** Work request **
Line by line, reproduce the records exactly.

Stored data entries:
↓↓↓

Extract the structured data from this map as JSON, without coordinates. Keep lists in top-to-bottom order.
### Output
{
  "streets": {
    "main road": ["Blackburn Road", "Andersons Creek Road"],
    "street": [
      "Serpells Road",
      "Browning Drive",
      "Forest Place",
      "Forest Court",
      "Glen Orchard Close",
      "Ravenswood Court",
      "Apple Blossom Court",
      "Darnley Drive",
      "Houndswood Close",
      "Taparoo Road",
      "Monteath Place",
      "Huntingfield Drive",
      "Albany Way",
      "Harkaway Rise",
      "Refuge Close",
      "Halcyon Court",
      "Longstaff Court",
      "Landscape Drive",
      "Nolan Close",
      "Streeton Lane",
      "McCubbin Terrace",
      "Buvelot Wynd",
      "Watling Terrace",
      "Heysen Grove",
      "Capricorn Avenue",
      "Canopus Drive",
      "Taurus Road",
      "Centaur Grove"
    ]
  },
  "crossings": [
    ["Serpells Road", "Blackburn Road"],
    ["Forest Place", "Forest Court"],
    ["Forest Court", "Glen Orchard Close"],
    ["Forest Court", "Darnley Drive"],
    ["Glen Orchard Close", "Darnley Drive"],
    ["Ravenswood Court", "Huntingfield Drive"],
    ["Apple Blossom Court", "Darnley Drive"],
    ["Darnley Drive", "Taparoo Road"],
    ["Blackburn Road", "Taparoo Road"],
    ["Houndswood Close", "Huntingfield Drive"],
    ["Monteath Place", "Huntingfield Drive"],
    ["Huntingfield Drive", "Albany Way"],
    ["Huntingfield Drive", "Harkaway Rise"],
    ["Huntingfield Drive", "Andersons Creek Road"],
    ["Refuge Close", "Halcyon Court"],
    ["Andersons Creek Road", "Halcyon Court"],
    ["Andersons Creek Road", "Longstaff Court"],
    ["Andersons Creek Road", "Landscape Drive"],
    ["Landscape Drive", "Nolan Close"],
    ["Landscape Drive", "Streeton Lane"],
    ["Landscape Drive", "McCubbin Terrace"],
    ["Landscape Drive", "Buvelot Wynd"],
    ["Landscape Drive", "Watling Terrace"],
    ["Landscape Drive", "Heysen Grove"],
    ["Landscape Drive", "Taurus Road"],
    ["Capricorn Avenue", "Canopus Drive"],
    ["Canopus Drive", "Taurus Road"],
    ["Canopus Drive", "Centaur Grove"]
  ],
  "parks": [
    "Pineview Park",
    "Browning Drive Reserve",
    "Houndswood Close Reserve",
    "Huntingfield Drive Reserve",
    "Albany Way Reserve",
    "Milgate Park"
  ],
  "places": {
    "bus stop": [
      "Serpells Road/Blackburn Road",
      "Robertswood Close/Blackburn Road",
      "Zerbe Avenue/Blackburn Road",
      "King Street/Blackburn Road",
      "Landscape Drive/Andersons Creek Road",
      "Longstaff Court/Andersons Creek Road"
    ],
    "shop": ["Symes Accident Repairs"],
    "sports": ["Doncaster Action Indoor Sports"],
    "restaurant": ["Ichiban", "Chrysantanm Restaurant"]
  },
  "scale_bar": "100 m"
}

↑↑↑

** Answer below **
Extract the structured data from this map as JSON, without coordinates. Keep lists in top-to-bottom order.
### Output
{
  "streets": {
    "main road": ["Blackburn Road", "Andersons Creek Road"],
    "street": [
      "Serpells Road",
      "Browning Drive",
      "Forest Place",
      "Forest Court",
      "Glen Orchard Close",
      "Ravenswood Court",
      "Apple Blossom Court",
      "Darnley Drive",
      "Houndswood Close",
      "Taparoo Road",
      "Monteath Place",
      "Huntingfield Drive",
      "Albany Way",
      "Harkaway Rise",
      "Refuge Close",
      "Halcyon Court",
      "Longstaff Court",
      "Landscape Drive",
      "Nolan Close",
      "Streeton Lane",
      "McCubbin Terrace",
      "Buvelot Wynd",
      "Watling Terrace",
      "Heysen Grove",
      "Capricorn Avenue",
      "Canopus Drive",
      "Taurus Road",
      "Centaur Grove"
    ]
  },
  "crossings": [
    ["Serpells Road", "Blackburn Road"],
    ["Forest Place", "Forest Court"],
    ["Forest Court", "Glen Orchard Close"],
    ["Forest Court", "Darnley Drive"],
    ["Glen Orchard Close", "Darnley Drive"],
    ["Ravenswood Court", "Huntingfield Drive"],
    ["Apple Blossom Court", "Darnley Drive"],
    ["Darnley Drive", "Taparoo Road"],
    ["Blackburn Road", "Taparoo Road"],
    ["Houndswood Close", "Huntingfield Drive"],
    ["Monteath Place", "Huntingfield Drive"],
    ["Huntingfield Drive", "Albany Way"],
    ["Huntingfield Drive", "Harkaway Rise"],
    ["Huntingfield Drive", "Andersons Creek Road"],
    ["Refuge Close", "Halcyon Court"],
    ["Andersons Creek Road", "Halcyon Court"],
    ["Andersons Creek Road", "Longstaff Court"],
    ["Andersons Creek Road", "Landscape Drive"],
    ["Landscape Drive", "Nolan Close"],
    ["Landscape Drive", "Streeton Lane"],
    ["Landscape Drive", "McCubbin Terrace"],
    ["Landscape Drive", "Buvelot Wynd"],
    ["Landscape Drive", "Watling Terrace"],
    ["Landscape Drive", "Heysen Grove"],
    ["Landscape Drive", "Taurus Road"],
    ["Capricorn Avenue", "Canopus Drive"],
    ["Canopus Drive", "Taurus Road"],
    ["Canopus Drive", "Centaur Grove"]
  ],
  "parks": [
    "Pineview Park",
    "Browning Drive Reserve",
    "Houndswood Close Reserve",
    "Huntingfield Drive Reserve",
    "Albany Way Reserve",
    "Milgate Park"
  ],
  "places": {
    "bus stop": [
      "Serpells Road/Blackburn Road",
      "Robertswood Close/Blackburn Road",
      "Zerbe Avenue/Blackburn Road",
      "King Street/Blackburn Road",
      "Landscape Drive/Andersons Creek Road",
      "Longstaff Court/Andersons Creek Road"
    ],
    "shop": ["Symes Accident Repairs"],
    "sports": ["Doncaster Action Indoor Sports"],
    "restaurant": ["Ichiban", "Chrysantanm Restaurant"]
  },
  "scale_bar": "100 m"
}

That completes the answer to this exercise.